A PHP script reads domains to be crawled from the database table t_domain. The script must honor the domain’s robot.txt. We want to recursively collect all links (html a element) from the domain up to a depth of 5 from the entry point. Only local links should be followed. Only links to text/html should be followed (via header check). Only follow up to 100 links per page. Do not wait longer than 10 seconds for a page to load. Every link found (either local or pointing to a different domain) will be stored in the table t_links. The following things should be stored: timestamp of crawl, full URL, the ID from t_domain of the domain the link was found on, the ID from t_domain the link points to. If the destination domain does not exist yet it must be added to t_domains.
Once a domain has been completely crawled a timestamp is added to the domain in t_domain.

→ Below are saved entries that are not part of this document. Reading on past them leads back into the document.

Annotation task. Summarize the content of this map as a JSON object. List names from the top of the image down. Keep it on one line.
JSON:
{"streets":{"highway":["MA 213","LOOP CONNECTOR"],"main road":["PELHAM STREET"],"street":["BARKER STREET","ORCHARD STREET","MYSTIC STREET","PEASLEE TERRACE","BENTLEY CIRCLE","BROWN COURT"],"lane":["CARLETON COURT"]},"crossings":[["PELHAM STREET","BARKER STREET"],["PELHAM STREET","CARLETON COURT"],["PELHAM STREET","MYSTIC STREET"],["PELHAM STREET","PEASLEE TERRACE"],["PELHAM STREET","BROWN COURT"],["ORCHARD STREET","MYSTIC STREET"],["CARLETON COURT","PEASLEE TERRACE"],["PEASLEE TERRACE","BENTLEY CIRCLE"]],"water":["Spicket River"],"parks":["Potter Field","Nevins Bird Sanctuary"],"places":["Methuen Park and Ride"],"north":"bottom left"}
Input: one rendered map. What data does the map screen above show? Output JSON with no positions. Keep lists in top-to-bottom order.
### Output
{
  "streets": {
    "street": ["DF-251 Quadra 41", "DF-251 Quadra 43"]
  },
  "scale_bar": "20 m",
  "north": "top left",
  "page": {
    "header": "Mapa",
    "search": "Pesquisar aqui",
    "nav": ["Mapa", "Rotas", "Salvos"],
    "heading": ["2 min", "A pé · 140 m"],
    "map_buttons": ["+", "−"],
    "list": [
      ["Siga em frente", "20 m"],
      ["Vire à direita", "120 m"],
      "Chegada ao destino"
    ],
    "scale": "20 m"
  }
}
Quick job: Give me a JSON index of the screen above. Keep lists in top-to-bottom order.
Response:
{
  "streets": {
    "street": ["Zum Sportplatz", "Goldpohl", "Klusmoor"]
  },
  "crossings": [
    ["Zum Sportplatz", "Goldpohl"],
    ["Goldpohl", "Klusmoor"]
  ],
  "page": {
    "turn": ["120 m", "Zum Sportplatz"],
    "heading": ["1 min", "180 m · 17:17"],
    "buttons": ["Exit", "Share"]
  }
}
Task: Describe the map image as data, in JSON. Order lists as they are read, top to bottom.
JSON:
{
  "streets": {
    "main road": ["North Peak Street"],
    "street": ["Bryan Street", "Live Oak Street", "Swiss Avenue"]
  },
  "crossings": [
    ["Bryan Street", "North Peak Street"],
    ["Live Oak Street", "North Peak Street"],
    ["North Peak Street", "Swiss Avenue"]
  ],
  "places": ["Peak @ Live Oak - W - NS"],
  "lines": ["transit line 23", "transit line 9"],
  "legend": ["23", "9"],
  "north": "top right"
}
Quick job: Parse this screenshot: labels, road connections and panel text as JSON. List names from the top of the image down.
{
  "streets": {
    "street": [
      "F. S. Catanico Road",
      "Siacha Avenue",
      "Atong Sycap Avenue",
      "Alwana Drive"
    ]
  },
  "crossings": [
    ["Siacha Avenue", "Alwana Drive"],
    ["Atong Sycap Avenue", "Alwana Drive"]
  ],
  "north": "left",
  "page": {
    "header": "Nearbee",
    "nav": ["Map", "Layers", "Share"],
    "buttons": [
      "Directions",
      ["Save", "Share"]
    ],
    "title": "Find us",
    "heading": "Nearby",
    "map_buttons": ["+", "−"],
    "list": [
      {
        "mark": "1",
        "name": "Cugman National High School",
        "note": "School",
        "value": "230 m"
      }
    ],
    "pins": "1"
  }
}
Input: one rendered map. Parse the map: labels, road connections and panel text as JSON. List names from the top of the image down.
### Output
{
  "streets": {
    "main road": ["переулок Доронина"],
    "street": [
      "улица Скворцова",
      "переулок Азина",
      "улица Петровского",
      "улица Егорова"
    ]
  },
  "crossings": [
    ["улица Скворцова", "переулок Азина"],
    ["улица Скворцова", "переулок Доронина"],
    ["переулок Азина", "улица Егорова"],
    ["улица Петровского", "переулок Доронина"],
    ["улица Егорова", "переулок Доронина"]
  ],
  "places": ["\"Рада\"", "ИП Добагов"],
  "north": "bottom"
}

Then the next domain is select from t_domain to be crawled. The next domain is defined aa having no timestamp and having the lowest id.
This does not have to be completely from scratch. We recommend using an existing framework like: [login to view URL] or [login to view URL] or another project of your choosing. The important part for us is to collect the links and the domains.
We will provide a server with PHP installed and a database, preferably MySQL. This server can be used for testing.
Hi there.....
Warm Greetings
We came along with your request for Collecting Domain Names via Web Crawler and we reviewed your project description. We'd like to help you with confidence and satisfying results...
We have professionals working here with 100% results and more creative and renovative ideas for our clients !
We have worked on several similar projects before!
We are offering our services for more than 5 years in the field of MySQL, PHP, Software Architecture, Web Scraping
We have worked on 300+ Projects. Please check the profile reviews
Feel free to message us to discuss briefly about your project !
Hi there, I'm a London based developer with a lot of experience in development of complex projects. I can create4 a project for you in php or python (multithreaded). Please drop me a message if you would like to discuss your requirements.